Getting serious about business

Garner, long a residential town, sees opportunity in building a business base.

Triangle Business Journal - by
Amanda Jones Hoyle

GARNER – Household brand names like Butterball, Papa John’s, McDonald’s and Chef Boyardee are more than just popular food choices in the town of Garner.

They are an increasingly important part of the town’s income and employment base.

Over the last few years, Garner, a town of about 26,300 residents just south of Raleigh, has attracted the attention of several major manufacturers and distributors and convinced them to open and expand operations here.

Now, after hiring a new economic development executive and updating its incentives structure, Garner is increasingly positioning itself as a business hub.

Town leaders have become adept at promoting Garner’s convenient proximity to downtown Raleigh, Interstate 40, U.S. 70, U.S. 401 and Interstate 95, as well as enticing companies with local economic incentives.

Non-residential tax sources, such as property taxes paid by commercial developers, make up about 39 percent of the town’s $33 million operating budget. Plus, groups such as the Garner Revitalization Association are trying to increase the corporate tax base by attracting more businesses to Garner’s two-block downtown corridor.


Garner was among the first municipalities in Wake County to adopt an economic development incentive policy in 1994, which helped the town attract expansion projects for ConAgra Foods, the maker of Chef Boyardee canned pastas and dozens of other food products, and laminate flooring firm Pergo.

ConAgra, with more than 700 employees, is the largest private employer in Garner. Pergo employs about 120 people. Each has received about $190,000 in economic incentives from Garner in the form of property tax refunds since 2000.

Papa John’s International committed in 2003 to expand its regional and distribution facility in Garner after the town agreed to grant about $232,000 in economic incentives.

Turkey processor Butterball LLC, which moved its headquarters to Garner’s Greenfield North business park in 2008 and is expected to add 100 jobs, and McDonald’s supplier Golden State Foods have also taken advantage of the town’s economic incentives.

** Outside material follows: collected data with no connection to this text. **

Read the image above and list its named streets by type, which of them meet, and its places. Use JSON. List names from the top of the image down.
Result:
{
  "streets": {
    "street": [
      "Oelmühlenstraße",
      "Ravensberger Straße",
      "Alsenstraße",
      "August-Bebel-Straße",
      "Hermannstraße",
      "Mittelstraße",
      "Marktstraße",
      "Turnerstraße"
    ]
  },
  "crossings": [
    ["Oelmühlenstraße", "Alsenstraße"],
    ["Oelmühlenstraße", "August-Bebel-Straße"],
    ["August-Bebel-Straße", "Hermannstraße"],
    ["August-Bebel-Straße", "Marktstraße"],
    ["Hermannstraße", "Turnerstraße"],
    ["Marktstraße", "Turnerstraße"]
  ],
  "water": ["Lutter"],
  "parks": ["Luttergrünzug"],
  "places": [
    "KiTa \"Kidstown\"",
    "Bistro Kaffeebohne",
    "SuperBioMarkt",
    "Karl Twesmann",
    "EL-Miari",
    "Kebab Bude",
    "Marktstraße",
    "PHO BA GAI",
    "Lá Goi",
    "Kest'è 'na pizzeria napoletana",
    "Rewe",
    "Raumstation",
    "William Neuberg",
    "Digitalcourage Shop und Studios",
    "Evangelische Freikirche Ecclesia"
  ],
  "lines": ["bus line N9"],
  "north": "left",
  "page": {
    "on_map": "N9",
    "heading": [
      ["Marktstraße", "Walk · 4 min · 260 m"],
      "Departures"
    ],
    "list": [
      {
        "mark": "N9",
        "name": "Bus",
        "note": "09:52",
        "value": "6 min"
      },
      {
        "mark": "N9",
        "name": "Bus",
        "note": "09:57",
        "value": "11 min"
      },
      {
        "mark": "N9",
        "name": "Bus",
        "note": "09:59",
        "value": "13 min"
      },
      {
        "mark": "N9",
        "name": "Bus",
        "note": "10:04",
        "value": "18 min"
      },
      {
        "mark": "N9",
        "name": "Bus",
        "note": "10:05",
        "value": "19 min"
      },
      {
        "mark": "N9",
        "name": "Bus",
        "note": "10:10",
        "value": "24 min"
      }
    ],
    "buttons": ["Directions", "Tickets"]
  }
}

Golden State Foods is building a 133,000-square-foot warehouse in the Greenfield North business park that is expected to open in August. The company’s expansion is expected to create 225 jobs.

Both companies are leasing their buildings from Craig Davis Properties, developer of Greenfield North.

Garner revised its economic development incentives in December 2007, changing the formula for incentives payments to 1 percent of a company’s building and equipment tax bill. Under the old policy, incentives payments were based on the estimated value of a project. “We wanted something more concrete,” says Rodney Dickerson, the assistant town manager who drafted the new incentives policy.


The new incentives policy places greater emphasis on retail and mixed-use development projects.

According to the new policy, “large shopping centers and malls will be considered for incentives if they meet the other criteria and adhere to a set of design requirements and amenities to be included in the agreement.” Incentives are intended for projects valued at $50 million or more that also exceed 50 acres.

Specific incentives have also been created for cafeteria restaurants with at least 210 seats and bookstores with a minimum of 18,750 square feet.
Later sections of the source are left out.